Sorry bud, you need an Military ID. I saw that Zack was stationed
at Fort Meade so I knew he would have access.


----------



## drmikedds (Feb 22, 2009)

I'm new to Columbia fishing. Would like to know more about crappie, bass, catfishing in this area. Tried Elkhorn and Centennial a couple times without much luck. I know there's a lot of crappie in Centennial but I can't ever seem to hook up. Also, I tried fishing Triadelphia once without anything but a 7" smallie. I have a canoe and can always rent a boat at Loch Raven.

If anyone can give me some advice, it would be greatly appreciated. Please PM me if you are more comfortable with that.

Thanks,
Mike


----------



## Big Rad (May 19, 2003)

*hmmmmmmm*



Talapia said:


> Sorry bud, you need an Military ID. I saw that Zack was stationed
> at Fort Meade so I knew he would have access.


How about DoD badged (NCR) civilians with a CAC?


----------



## fishingfoyellows (Dec 25, 2008)

*centennial*

hey man needin advice w/ centennial. Well go there with a bobber fished about 3 ft. down w/ shiners/ minnows or wax worm. If u cant catch a fish then u oughta hang up the rod. lol just kidding of course hope that helps. Spring is the best time of year there. Trout magnets work wonders.


----------



## underberg (Apr 13, 2004)

Just last week, I checked the WSSC Tridelphia website about water shed permits for 2009. The price has doubled from $30 to $60 per year.

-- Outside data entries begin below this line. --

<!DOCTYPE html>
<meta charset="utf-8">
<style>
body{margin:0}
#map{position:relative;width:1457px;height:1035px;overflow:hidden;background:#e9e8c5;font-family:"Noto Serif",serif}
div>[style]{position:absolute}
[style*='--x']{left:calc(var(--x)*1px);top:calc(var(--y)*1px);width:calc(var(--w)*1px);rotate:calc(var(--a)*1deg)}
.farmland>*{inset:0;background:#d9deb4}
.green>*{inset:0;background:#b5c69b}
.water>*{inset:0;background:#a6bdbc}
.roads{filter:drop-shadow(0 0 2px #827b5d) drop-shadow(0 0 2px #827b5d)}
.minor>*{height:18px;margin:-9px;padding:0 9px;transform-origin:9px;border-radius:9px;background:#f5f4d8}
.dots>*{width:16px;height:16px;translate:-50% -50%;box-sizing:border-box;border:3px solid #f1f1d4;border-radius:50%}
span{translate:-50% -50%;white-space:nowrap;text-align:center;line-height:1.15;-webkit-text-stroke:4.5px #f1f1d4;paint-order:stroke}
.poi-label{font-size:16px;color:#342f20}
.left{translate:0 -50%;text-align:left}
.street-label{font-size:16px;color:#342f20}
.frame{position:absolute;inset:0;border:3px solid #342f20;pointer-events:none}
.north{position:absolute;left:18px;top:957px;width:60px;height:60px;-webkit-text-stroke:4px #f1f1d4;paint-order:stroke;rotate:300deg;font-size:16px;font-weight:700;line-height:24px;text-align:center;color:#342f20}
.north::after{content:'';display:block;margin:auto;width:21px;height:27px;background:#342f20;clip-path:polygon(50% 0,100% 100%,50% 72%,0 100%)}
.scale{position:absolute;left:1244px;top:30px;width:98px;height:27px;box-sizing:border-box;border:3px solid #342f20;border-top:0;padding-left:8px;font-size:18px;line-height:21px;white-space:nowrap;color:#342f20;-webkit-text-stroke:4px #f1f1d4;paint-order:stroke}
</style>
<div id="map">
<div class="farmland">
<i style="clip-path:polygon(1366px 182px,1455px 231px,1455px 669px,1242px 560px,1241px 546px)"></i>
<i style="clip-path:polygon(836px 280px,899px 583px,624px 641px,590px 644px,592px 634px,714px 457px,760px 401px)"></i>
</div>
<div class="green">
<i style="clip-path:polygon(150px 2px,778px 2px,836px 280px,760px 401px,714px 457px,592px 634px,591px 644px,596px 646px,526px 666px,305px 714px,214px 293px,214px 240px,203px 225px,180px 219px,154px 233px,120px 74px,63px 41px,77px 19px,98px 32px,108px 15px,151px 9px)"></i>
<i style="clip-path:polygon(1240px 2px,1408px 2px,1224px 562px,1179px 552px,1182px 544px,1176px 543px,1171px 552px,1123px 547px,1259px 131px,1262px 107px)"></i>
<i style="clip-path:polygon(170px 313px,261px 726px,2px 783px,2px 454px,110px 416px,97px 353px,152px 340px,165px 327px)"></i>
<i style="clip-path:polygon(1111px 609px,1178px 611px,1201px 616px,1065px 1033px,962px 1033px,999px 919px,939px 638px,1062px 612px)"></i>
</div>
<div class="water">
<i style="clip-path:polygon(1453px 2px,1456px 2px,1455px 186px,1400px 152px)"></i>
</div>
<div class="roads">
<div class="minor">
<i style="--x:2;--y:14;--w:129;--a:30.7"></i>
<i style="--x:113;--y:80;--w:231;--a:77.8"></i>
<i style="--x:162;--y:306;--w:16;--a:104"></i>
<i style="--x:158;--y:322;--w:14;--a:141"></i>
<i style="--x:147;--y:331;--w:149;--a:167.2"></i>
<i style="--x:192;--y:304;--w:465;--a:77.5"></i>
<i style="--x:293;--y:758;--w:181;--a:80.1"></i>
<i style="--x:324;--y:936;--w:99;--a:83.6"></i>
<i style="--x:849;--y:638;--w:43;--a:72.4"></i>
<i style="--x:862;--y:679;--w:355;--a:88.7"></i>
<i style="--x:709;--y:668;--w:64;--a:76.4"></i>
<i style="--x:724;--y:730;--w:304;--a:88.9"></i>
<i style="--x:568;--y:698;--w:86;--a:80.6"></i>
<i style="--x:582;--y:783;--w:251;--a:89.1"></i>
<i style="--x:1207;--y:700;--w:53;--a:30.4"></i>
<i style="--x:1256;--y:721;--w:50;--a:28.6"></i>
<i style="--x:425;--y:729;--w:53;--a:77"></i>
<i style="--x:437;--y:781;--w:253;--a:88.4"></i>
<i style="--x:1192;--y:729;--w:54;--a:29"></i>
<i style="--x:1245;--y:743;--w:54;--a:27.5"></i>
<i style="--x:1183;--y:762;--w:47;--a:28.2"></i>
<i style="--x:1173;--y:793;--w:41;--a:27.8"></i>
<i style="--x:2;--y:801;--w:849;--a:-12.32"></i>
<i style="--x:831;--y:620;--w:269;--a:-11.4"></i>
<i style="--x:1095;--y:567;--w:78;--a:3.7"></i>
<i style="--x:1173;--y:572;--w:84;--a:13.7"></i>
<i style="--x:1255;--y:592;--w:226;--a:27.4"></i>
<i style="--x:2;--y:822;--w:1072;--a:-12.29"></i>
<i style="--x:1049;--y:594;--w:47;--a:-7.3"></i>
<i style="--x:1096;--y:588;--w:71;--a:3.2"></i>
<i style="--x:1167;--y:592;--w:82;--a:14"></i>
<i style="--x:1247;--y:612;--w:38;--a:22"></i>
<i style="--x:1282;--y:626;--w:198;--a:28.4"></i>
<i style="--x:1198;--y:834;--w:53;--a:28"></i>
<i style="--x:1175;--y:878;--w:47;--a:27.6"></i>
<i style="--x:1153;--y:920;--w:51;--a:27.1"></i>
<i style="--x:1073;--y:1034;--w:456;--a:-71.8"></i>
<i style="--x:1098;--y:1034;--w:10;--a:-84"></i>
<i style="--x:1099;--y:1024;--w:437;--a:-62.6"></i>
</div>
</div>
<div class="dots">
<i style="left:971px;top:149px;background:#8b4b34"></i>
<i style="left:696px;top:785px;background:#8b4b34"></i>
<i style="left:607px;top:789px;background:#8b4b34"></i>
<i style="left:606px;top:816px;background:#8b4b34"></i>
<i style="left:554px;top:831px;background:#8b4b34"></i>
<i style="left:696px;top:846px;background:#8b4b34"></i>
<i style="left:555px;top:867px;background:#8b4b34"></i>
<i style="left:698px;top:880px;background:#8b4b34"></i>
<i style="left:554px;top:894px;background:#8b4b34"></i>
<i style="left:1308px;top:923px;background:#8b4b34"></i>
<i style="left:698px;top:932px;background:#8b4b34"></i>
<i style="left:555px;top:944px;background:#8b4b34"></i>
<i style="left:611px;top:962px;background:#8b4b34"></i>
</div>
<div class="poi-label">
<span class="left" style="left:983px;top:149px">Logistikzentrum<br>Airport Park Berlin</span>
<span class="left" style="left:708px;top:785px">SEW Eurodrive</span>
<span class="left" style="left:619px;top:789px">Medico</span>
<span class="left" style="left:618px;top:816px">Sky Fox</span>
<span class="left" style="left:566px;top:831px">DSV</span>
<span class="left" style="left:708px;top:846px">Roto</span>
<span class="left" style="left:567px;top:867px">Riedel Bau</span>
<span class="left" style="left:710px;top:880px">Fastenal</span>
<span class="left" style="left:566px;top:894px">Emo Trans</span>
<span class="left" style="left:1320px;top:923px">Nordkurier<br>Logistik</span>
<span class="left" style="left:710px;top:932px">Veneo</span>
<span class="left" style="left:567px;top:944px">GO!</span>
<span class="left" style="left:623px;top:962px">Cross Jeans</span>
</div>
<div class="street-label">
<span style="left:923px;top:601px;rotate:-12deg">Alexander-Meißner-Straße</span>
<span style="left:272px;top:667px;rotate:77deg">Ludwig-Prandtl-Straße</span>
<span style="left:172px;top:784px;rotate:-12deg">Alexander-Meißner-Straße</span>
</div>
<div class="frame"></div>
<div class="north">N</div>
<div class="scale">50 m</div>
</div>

In all the years I have fished there, I have been checked only once. Will they step up enforcement this year? What will be get for the extra fee increase? Picnic use is still free???

http://www.wssc.dst.md.us/info/wrup.cfm


----------



## Tracker16 (Feb 16, 2009)

Talapia said:


> I always fish from shore. You really do not need to haul a boat
> up there for spring crappie. As you probably know they mostly
> move near the shoreline rocky areas.
> 
> ...


 You just gave away my secret white perch spot. There are great spots all the way down Marley creek as well but ya gotta have a boat to get to most of them.


----------



## noypi (Aug 28, 2008)

whether or not they do a lot of permit checks, people should still get permits if they plan to fish there.




underberg said:


> Just last week, I checked the WSSC Tridelphia website about water shed permits for 2009. The price has doubled from $30 to $60 per year.
> 
> In all the years I have fished there, I have been checked only once. Will they step up enforcement this year? What will be get for the extra fee increase? Picnic use is still free???
> 
> http://www.wssc.dst.md.us/info/wrup.cfm


----------



## Talapia (Apr 27, 2003)

Big Rad said:


> How about DoD badged (NCR) civilians with a CAC?



Not sure...


----------



## underberg (Apr 13, 2004)

If I fish, I will get all the proper paperwork. Can't afford to loose my job over something like a fishing permit.

What bothers me is not knowing who makes the rules for the watershed. How can I get the rules changed, decide how the funds are spent, and establish how the rules are enforced?


----------